Yesterday, I had to make a quick dash back home before heading out to the baby shower because I'd forgotten my camera. When I left that morning at about 8, his stepmom was up and talking about how she was going to be getting his dad up any minute so they could start heading out. When I ran back in at about 10:50, they were huddled up in their cave. No way in hell they had enough time to take a bus and a transfer, get to the DMV, wait their turn, and get back home by then. When my boyfriend got home at about 3, they were still here. When I came with my mom at about 6 in the evening to pick him up after the shower so we could go watch DVR'd shows at my parents, his dad was home and his stepmom had wandered off to Wal-Mart to do some shopping for clothes. Hmm. Funny. What were those comments made several times over he past two weeks about needing to make sure they got Nevada licenses with her first check so that his application for SSI could run more smoothly and she could more easily open an account with a local credit union and cash her check locally? Oh, yeah, a bunch of cockamamie bullshit spewed forth by "grown-ups" who want to give the impression that they're more mature than high school students milking the Mommy and Daddy cow.

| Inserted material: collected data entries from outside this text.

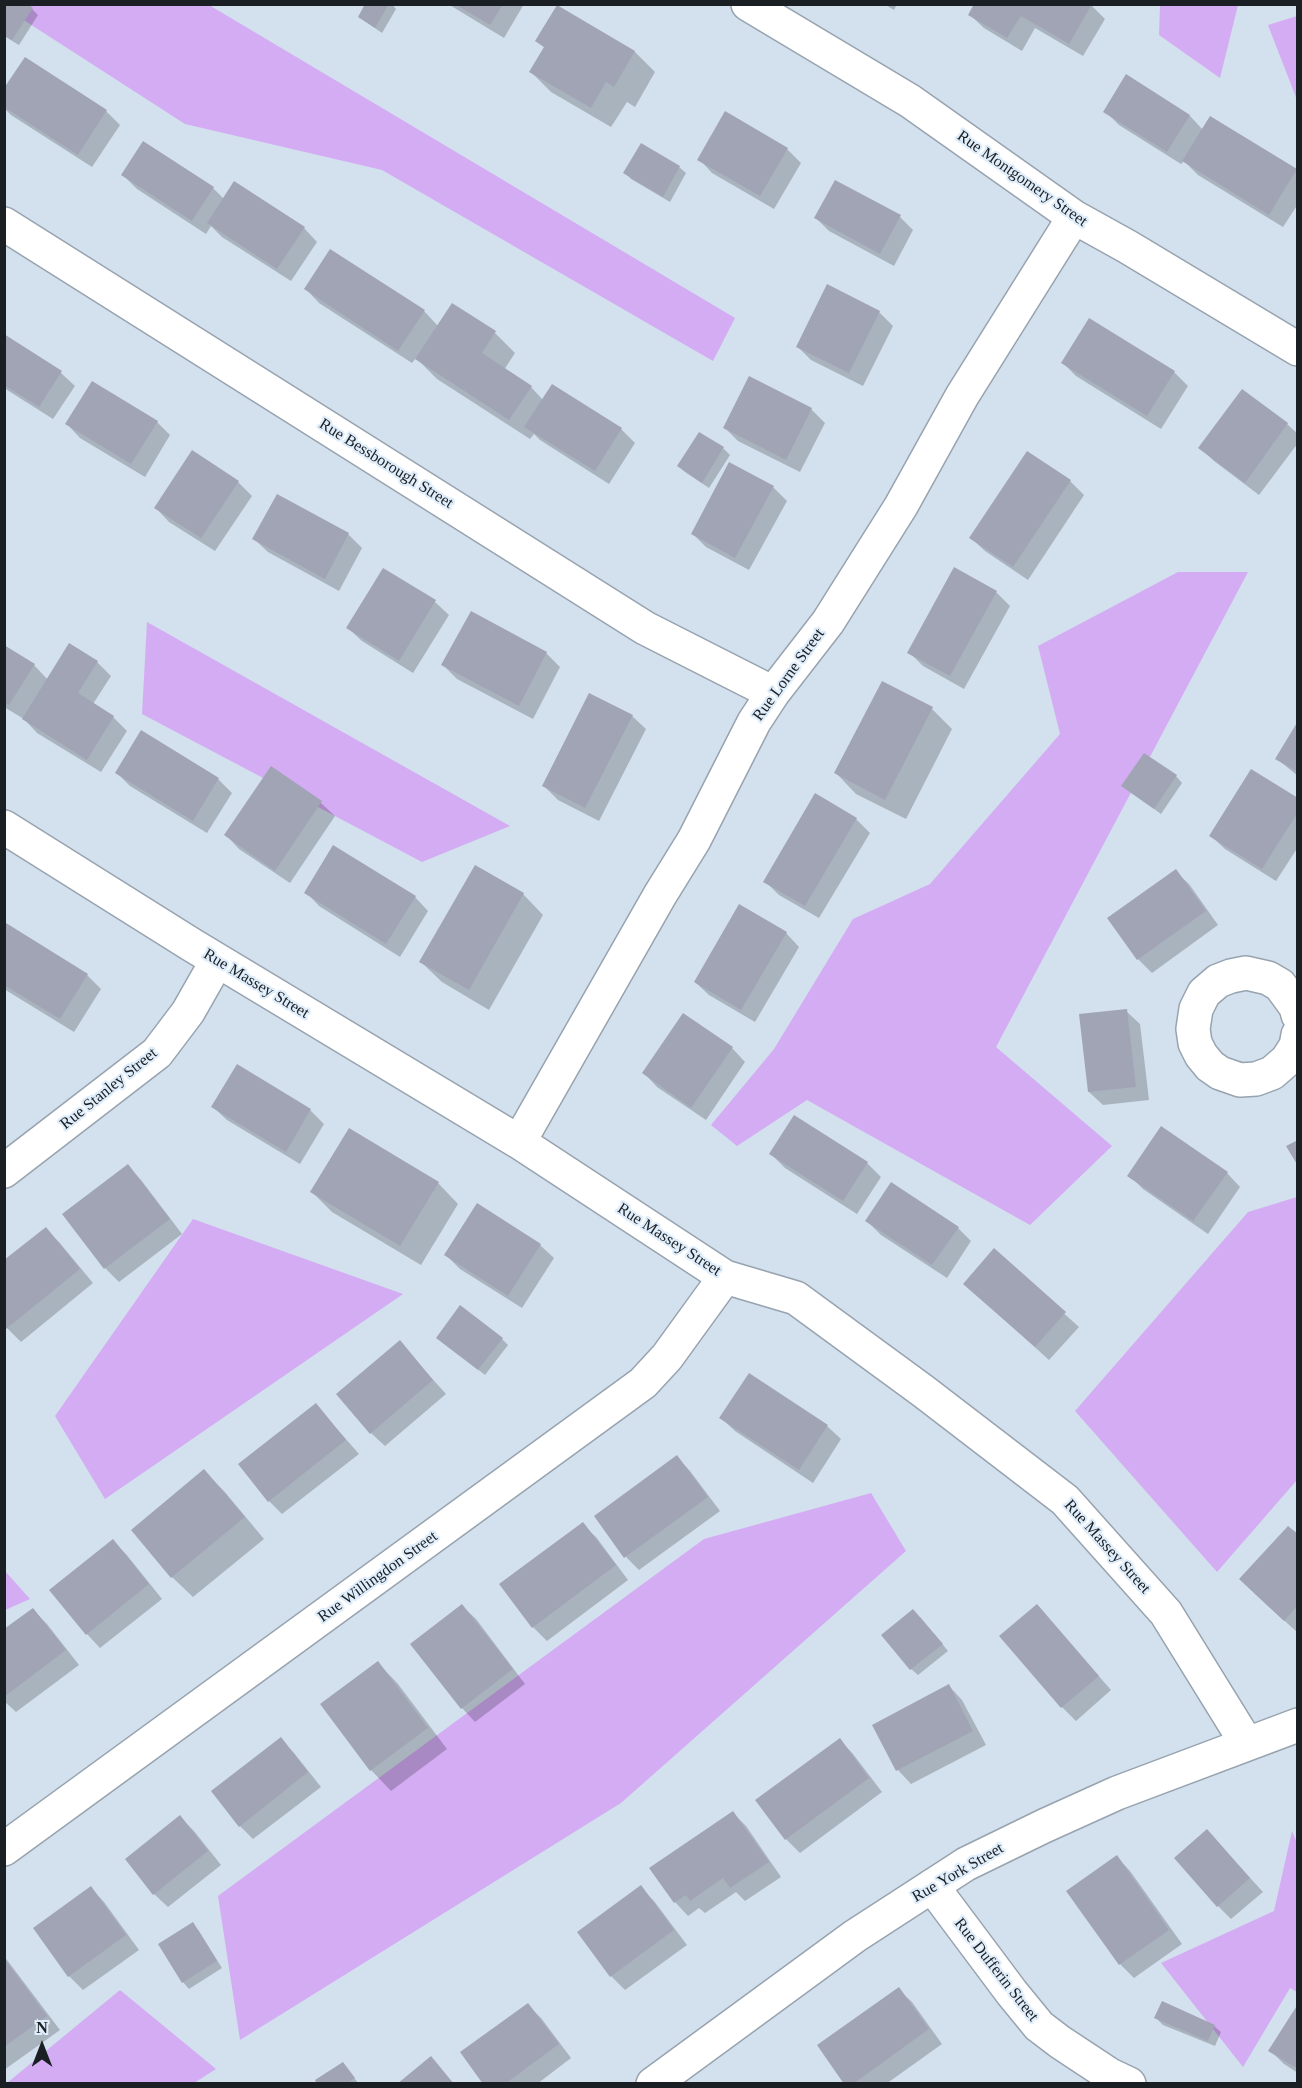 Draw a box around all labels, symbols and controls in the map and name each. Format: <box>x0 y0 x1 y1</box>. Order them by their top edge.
street label: Rue Montgomery Street <box>953 127 1091 231</box>
street label: Rue Bessborough Street <box>315 415 457 513</box>
street label: Rue Lorne Street <box>749 625 829 725</box>
street label: Rue Massey Street <box>200 945 312 1023</box>
street label: Rue Stanley Street <box>57 1044 161 1134</box>
street label: Rue Massey Street <box>613 1199 725 1281</box>
street label: Rue Massey Street <box>1060 1496 1154 1598</box>
street label: Rue Willingdon Street <box>314 1527 442 1627</box>
street label: Rue York Street <box>909 1839 1007 1907</box>
street label: Rue Dufferin Street <box>950 1914 1042 2026</box>
north arrow <box>12 2016 72 2076</box>
text: N <box>36 2019 48 2036</box>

And when we got home last night at about midnight-thirty? His stepmom was in the living room, watching TV and doing stuff on her laptop. That, we have no problem with--in fact, we'd told them several times that if we're not busy with the TV in the living room, they don't need to hide in their cave to watch their shows, and they're encouraged to spend time in the common living areas to make us feel like we do a good enough job keeping up on personal hygiene for them to not run away. I guess it was a lost statement, though. We opened the door to set stuff down, and she started shutting everything off and closing her laptop. By the time we stepped back in from having a cigarette, she'd already run off to their cave. She was in such a hurry to run, in fact, that she neglected to turn off the TV and the speakers, she just hurriedly turned off the VCR to kill the signal and get the duck out of fodge. (The way our TV set-up in the living room is arranged, we turn off only the TV and speakers, leaving the VCR on, because we have to jump the cable feed through the VCR and it occasionally gets really, really stupid and forgets that it's our cable tuner if we shut if off.)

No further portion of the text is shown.